Given information -
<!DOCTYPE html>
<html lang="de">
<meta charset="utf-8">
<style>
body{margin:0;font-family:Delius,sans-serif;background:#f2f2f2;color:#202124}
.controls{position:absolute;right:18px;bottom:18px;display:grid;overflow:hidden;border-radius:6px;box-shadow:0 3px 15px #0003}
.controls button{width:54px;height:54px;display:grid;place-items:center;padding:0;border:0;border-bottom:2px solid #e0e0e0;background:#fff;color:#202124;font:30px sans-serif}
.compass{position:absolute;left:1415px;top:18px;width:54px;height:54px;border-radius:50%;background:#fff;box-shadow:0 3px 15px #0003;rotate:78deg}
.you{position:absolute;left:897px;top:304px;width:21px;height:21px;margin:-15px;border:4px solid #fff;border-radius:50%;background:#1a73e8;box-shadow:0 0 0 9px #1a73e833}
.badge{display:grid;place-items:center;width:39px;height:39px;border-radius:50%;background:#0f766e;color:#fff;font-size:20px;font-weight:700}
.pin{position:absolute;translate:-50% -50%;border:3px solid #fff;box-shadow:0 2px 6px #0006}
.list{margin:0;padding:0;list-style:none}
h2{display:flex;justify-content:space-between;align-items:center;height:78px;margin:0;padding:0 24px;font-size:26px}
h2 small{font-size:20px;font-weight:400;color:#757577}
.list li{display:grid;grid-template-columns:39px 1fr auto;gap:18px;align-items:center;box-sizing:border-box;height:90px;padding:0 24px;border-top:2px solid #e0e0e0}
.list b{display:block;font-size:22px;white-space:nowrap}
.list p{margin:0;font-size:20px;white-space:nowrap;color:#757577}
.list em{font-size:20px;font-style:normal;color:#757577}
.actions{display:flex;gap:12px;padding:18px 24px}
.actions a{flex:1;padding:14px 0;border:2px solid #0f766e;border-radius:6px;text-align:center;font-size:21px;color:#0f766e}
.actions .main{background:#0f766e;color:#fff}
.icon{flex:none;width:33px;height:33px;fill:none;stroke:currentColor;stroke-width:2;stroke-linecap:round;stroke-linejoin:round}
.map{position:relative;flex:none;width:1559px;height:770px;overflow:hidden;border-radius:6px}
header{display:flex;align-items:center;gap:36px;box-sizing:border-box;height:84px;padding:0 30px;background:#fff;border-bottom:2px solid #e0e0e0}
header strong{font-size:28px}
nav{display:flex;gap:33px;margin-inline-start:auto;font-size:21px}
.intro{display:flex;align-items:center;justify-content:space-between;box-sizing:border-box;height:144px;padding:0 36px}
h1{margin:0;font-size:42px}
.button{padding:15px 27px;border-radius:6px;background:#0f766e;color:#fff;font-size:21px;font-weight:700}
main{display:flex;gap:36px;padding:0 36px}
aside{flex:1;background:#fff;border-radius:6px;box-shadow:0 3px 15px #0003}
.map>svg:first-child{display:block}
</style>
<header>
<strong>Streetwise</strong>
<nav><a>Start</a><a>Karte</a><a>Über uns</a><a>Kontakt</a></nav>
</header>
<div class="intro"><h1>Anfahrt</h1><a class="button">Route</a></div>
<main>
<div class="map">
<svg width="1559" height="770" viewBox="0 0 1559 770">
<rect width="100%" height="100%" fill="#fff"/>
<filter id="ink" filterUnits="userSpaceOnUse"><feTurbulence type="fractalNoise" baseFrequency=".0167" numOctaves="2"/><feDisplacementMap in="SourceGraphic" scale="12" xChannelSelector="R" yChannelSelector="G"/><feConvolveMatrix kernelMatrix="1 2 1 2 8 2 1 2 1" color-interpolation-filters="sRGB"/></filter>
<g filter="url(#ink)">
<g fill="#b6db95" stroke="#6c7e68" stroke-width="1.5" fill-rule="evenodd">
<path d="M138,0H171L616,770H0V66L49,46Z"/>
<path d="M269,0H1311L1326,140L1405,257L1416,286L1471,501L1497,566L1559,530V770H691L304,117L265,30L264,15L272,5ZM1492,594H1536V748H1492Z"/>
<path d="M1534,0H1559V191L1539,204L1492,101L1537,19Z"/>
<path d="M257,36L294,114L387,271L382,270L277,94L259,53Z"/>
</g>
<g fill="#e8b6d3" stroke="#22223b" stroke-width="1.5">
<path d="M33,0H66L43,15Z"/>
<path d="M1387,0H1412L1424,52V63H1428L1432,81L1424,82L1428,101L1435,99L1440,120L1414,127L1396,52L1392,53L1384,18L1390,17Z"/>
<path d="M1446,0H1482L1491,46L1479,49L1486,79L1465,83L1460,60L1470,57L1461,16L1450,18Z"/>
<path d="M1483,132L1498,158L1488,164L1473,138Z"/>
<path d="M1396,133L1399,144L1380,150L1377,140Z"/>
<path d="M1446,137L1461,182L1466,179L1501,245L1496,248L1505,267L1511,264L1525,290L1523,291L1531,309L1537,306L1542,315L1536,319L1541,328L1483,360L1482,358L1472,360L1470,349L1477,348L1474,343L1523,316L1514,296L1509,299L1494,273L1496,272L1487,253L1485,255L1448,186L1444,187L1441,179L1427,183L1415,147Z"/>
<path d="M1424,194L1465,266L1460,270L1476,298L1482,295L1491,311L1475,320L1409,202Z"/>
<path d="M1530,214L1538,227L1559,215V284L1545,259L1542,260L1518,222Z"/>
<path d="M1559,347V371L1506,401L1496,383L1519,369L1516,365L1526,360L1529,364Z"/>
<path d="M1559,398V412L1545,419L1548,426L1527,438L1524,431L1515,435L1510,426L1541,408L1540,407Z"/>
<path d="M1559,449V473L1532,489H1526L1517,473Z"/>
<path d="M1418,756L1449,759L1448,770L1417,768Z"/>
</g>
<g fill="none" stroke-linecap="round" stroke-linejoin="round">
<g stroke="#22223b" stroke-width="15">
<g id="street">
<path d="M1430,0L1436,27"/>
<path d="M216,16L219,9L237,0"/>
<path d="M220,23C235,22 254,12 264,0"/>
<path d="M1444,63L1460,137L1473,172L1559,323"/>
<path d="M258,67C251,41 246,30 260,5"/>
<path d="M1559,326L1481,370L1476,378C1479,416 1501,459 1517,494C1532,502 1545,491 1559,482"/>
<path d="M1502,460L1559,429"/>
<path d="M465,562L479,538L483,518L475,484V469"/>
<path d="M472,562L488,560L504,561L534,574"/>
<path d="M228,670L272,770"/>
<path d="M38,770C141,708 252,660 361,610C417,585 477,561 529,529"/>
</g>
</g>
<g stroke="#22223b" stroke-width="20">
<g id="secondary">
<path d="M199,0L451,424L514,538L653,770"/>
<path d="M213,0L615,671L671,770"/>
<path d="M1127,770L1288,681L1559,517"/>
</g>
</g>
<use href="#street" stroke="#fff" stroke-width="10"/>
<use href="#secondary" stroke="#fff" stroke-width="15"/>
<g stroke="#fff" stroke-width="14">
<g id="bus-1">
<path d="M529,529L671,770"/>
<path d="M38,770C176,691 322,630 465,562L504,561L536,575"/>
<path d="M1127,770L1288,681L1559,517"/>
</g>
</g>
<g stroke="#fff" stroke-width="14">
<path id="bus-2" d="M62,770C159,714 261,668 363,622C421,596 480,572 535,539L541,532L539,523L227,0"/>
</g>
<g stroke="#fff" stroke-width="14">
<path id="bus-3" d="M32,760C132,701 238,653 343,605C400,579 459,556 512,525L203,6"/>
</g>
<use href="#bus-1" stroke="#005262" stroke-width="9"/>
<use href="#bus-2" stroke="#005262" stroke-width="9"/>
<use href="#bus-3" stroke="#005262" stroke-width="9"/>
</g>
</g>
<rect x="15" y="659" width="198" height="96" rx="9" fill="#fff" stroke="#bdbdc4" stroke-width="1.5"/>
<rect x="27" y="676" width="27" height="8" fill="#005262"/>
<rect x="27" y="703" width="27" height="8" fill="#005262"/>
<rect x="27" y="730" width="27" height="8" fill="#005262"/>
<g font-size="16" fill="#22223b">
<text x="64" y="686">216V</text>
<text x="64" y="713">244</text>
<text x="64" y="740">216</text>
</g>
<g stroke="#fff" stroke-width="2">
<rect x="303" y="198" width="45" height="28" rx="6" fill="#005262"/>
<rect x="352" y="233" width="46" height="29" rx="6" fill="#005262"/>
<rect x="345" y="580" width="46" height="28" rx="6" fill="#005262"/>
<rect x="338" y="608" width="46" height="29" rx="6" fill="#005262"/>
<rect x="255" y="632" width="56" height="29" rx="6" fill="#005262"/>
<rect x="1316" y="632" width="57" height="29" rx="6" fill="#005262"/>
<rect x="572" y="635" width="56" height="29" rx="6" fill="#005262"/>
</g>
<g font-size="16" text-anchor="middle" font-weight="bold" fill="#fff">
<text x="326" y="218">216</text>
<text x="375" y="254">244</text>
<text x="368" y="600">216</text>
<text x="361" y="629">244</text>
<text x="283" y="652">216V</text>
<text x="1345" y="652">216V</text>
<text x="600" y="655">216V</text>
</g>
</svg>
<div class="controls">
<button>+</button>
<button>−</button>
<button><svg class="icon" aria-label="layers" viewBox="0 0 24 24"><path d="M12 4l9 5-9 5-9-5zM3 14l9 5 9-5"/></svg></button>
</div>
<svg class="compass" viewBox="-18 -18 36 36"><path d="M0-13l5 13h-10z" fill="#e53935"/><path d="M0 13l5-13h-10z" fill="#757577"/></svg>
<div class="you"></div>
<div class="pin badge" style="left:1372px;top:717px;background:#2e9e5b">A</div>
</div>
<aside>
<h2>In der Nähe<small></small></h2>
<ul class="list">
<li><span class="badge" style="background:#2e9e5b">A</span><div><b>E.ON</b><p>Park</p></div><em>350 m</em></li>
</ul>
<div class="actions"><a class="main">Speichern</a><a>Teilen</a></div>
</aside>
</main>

Task instructions - Scan the data above for the string "grid" and copy each line where it appears.

Task solution -
.controls{position:absolute;right:18px;bottom:18px;display:grid;overflow:hidden;border-radius:6px;box-shadow:0 3px 15px #0003}
.controls button{width:54px;height:54px;display:grid;place-items:center;padding:0;border:0;border-bottom:2px solid #e0e0e0;background:#fff;color:#202124;font:30px sans-serif}
.badge{display:grid;place-items:center;width:39px;height:39px;border-radius:50%;background:#0f766e;color:#fff;font-size:20px;font-weight:700}
.list li{display:grid;grid-template-columns:39px 1fr auto;gap:18px;align-items:center;box-sizing:border-box;height:90px;padding:0 24px;border-top:2px solid #e0e0e0}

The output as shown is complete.